Autre risque de déconnexion : le comportement des utilisateurs ! Un signalement négatif ou une mauvaise notation peuvent suffire pour que la mauvaise humeur d’un client bloque l’application d’un livreur. « Par exemple, si tu refuses de monter les dix étages pour livrer devant la porte, tu peux avoir un signalement négatif. Il n’y a pas de règles, Uber reste volontairement flou sur le sujet » explique un livreur assis sur son scooter. Entre 30 et 40% des déconnexions viennent des avis négatifs des clients, selon Joseph Atangana.

Des dérives qui peuvent aller jusqu’aux insultes. « Même si ce sont des cas isolés, il m’est déjà arrivé d’avoir des insultes homophobes ou autres… », signale Joseph.

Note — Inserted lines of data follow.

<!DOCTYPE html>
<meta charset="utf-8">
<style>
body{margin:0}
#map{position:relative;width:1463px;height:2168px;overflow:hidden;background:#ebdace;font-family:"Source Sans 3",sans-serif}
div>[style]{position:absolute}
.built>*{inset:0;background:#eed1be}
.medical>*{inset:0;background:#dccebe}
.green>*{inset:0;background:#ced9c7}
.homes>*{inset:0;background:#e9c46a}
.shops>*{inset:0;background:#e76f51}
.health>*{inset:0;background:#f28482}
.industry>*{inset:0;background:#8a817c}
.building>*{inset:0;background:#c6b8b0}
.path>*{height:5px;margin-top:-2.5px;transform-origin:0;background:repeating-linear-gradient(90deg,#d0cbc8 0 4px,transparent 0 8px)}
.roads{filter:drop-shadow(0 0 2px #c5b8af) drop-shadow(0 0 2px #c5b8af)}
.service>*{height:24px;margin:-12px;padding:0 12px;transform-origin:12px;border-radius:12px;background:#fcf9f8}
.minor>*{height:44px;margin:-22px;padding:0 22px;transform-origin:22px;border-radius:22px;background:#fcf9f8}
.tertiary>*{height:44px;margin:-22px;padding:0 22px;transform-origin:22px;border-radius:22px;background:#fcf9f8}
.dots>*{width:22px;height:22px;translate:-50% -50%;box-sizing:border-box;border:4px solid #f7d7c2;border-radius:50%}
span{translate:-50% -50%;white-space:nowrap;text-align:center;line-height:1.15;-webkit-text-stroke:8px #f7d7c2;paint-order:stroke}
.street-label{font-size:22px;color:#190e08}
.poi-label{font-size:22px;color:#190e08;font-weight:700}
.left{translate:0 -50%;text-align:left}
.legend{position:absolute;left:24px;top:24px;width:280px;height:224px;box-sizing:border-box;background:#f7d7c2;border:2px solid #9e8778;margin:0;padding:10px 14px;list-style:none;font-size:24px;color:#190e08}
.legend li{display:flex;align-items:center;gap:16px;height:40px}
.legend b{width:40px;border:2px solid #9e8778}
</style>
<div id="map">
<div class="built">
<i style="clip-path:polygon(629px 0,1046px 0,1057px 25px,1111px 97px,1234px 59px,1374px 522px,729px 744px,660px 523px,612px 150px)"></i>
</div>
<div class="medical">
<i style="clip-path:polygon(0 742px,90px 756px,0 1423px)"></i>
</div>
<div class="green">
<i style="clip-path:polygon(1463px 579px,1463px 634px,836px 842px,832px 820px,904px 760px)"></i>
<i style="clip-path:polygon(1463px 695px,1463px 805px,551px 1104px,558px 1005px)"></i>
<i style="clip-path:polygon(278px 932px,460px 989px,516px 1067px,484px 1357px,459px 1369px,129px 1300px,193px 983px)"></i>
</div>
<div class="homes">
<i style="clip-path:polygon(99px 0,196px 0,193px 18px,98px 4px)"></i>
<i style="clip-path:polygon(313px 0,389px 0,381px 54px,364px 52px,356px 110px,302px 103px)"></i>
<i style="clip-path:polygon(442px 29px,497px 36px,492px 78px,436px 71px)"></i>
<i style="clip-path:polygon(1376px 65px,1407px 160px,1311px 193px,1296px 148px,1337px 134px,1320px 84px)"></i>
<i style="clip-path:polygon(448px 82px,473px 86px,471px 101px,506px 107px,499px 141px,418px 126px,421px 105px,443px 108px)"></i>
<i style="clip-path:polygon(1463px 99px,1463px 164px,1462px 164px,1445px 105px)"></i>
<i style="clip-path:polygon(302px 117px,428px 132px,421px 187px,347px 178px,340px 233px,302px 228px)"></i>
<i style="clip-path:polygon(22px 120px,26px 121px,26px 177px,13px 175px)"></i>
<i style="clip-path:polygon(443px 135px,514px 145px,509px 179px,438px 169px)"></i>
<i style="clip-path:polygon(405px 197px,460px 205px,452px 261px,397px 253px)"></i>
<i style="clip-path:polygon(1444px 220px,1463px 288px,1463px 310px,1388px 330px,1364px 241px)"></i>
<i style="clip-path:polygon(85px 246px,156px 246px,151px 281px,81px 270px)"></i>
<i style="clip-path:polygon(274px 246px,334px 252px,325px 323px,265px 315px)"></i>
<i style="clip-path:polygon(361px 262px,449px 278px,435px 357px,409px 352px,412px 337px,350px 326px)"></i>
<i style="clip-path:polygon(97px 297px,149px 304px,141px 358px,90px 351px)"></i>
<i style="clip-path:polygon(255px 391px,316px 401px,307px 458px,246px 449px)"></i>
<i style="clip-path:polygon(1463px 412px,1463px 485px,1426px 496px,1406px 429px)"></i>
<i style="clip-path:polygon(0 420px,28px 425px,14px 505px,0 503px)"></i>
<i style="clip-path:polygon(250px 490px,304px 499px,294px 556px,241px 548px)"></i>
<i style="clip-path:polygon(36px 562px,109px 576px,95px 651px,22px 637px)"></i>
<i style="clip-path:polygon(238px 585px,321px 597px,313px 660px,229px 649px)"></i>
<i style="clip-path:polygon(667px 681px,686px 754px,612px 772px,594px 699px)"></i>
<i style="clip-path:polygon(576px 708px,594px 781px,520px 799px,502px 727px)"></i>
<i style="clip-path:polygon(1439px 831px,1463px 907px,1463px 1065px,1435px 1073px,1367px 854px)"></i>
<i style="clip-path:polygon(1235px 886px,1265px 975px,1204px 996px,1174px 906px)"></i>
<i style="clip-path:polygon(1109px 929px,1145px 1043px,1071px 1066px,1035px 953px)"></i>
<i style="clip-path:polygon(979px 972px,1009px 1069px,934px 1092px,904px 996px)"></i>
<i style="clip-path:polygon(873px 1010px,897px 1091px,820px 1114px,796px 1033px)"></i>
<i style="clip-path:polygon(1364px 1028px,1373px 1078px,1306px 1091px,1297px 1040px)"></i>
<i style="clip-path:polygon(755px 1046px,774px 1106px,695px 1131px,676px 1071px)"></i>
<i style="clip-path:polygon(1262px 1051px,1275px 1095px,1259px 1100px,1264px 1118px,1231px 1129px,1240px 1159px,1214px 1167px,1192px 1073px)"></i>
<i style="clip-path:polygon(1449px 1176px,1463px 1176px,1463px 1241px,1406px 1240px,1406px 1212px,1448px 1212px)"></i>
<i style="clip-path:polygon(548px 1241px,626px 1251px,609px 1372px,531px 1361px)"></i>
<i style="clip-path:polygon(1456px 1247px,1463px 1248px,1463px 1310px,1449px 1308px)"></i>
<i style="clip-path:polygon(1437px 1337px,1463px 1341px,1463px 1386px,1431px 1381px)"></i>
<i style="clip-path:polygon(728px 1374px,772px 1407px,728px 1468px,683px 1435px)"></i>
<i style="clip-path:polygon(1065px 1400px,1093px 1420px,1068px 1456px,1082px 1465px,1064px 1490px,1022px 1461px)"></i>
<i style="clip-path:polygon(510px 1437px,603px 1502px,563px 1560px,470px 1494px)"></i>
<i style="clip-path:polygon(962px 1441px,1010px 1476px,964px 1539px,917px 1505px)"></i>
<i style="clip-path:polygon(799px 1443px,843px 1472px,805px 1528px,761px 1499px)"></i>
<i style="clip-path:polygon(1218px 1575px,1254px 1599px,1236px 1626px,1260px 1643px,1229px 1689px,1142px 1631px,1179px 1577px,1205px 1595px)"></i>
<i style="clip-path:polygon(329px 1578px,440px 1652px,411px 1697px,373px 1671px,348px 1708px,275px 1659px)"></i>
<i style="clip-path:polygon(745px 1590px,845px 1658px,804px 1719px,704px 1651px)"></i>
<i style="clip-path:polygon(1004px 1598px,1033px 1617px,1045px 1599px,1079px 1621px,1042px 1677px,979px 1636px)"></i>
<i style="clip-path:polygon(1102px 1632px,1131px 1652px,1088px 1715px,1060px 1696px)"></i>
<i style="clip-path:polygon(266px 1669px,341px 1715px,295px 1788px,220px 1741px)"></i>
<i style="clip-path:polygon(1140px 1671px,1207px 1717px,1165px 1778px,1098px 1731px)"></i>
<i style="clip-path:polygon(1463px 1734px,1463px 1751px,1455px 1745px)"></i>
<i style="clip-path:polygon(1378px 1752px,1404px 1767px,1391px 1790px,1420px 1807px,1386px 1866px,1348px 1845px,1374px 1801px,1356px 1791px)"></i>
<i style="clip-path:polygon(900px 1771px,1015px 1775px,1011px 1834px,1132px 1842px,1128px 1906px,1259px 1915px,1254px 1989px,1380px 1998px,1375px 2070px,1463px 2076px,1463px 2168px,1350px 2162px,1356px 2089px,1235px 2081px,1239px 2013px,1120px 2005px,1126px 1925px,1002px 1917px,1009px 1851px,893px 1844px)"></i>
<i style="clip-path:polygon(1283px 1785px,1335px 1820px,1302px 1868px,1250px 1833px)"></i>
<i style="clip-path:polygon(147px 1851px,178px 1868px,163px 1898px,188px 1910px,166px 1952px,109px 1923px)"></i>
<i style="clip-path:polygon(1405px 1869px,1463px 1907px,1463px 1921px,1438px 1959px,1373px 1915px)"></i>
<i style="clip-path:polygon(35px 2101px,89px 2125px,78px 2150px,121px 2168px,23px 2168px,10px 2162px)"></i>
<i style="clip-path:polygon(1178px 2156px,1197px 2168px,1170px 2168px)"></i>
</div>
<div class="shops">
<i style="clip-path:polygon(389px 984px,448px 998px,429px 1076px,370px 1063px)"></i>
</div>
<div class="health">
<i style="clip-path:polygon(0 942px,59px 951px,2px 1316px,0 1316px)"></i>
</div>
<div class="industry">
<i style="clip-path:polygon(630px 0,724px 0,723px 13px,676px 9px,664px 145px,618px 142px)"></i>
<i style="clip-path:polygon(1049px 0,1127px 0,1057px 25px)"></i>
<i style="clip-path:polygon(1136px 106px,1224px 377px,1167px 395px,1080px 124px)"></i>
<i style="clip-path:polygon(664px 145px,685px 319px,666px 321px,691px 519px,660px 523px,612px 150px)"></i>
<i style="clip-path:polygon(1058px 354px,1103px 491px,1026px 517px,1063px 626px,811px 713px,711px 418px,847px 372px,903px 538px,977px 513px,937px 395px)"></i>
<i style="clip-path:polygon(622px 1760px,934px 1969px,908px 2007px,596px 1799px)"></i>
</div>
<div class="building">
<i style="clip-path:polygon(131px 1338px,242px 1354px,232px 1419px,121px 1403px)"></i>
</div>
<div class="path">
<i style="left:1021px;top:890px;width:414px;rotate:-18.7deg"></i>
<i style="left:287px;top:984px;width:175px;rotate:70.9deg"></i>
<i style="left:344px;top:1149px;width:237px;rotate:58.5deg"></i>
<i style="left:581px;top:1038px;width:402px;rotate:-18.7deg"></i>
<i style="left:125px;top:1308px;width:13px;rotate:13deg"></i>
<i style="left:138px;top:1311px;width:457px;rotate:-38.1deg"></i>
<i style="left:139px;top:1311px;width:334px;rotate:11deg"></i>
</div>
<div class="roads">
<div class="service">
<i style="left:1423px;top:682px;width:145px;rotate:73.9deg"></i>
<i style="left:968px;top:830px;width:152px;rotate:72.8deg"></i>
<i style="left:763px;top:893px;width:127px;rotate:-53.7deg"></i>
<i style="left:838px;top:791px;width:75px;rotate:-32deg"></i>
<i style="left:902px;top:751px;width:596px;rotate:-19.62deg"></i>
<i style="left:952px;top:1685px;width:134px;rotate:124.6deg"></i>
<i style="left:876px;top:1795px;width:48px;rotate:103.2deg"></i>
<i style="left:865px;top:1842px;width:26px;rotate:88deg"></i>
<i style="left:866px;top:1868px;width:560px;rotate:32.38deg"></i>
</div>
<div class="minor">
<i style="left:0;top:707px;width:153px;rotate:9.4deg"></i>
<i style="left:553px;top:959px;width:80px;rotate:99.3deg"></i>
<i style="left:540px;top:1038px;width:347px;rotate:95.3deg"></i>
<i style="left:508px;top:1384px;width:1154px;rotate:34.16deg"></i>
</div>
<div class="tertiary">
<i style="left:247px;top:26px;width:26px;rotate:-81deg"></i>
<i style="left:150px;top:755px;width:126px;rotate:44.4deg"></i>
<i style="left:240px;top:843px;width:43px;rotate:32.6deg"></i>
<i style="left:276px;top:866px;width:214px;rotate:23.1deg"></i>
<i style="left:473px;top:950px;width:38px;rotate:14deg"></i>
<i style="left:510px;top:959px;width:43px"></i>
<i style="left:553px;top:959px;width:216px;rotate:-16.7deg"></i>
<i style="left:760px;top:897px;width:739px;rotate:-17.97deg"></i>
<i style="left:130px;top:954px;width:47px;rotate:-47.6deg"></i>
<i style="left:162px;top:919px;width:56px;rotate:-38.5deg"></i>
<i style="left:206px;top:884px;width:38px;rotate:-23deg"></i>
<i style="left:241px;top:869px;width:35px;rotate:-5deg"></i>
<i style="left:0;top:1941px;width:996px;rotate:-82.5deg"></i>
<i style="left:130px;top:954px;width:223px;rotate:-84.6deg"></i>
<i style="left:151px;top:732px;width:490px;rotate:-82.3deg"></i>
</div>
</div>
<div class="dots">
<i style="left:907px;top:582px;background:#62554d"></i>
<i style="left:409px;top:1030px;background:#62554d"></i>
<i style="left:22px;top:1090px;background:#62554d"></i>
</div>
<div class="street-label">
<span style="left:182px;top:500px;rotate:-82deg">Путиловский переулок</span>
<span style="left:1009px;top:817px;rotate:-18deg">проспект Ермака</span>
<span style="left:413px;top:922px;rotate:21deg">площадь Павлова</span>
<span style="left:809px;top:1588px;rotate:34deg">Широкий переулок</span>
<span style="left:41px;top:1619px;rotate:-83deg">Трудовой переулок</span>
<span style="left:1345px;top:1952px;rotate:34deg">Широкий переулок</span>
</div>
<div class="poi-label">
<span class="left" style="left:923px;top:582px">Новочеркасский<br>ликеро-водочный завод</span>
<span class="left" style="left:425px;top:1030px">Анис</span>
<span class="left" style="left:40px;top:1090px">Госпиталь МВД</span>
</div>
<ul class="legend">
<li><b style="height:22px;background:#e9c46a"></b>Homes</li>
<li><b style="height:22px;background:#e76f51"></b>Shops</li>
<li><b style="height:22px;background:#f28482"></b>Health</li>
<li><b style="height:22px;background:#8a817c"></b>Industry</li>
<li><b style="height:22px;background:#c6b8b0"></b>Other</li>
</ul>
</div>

Un autre livreur témoigne au micro : « quand j’attendais une commande avec des collègues, un monsieur est passé et a craché vers nous ! » Joseph interpelle les passants et leur partage les revendications des livreurs : « c’est aussi aux utilisateurs du service de prendre conscience de notre situation ».

 

 

Une première négociation pour la reconnaissance des droits

Depuis longtemps, les Coursiers Autonomes de Bretagne portent une autre revendication : une amélioration de la rémunération de la course. Avec là encore des règles assez floues de la part des entreprises. « Le prix de la course change au cours des années, les plateformes choisissent sans concertation avec les livreurs. Aujourd’hui, je ne sais pas si le livreur touche à peine 10% de ce que le client débourse », indique le président du collectif.

Mercredi 26 octobre s'est ouverte une réunion de concertation entre les représentants des plateformes et ceux des livreurs, sous la supervision de l’Autorité des relations sociales des plateformes d’emploi (ARPE). De quoi amorcer un dialogue et des pistes de solutions sur un certain nombre de problématiques. « Il y a les déconnexions, la rémunération, mais aussi la possibilité d’utiliser le chiffre d’affaires pour obtenir un titre de séjour pour les sans-papiers, l’obtention des mêmes droits pour les indépendants que pour les salariés, la création d’une mutuelle spécifique en cas d’accident car nous ne sommes pas protégés… » énumère Mohammed.

Avec les premières élections des organisations représentantes des indépendants en mai dernier, l’ouverture de cette concertation constitue une réelle avancée, revendiquée depuis longtemps par Union-Indépendants. Il reste à savoir quel compromis pourra être trouvé avec les plateformes pour améliorer le quotidien des livreurs.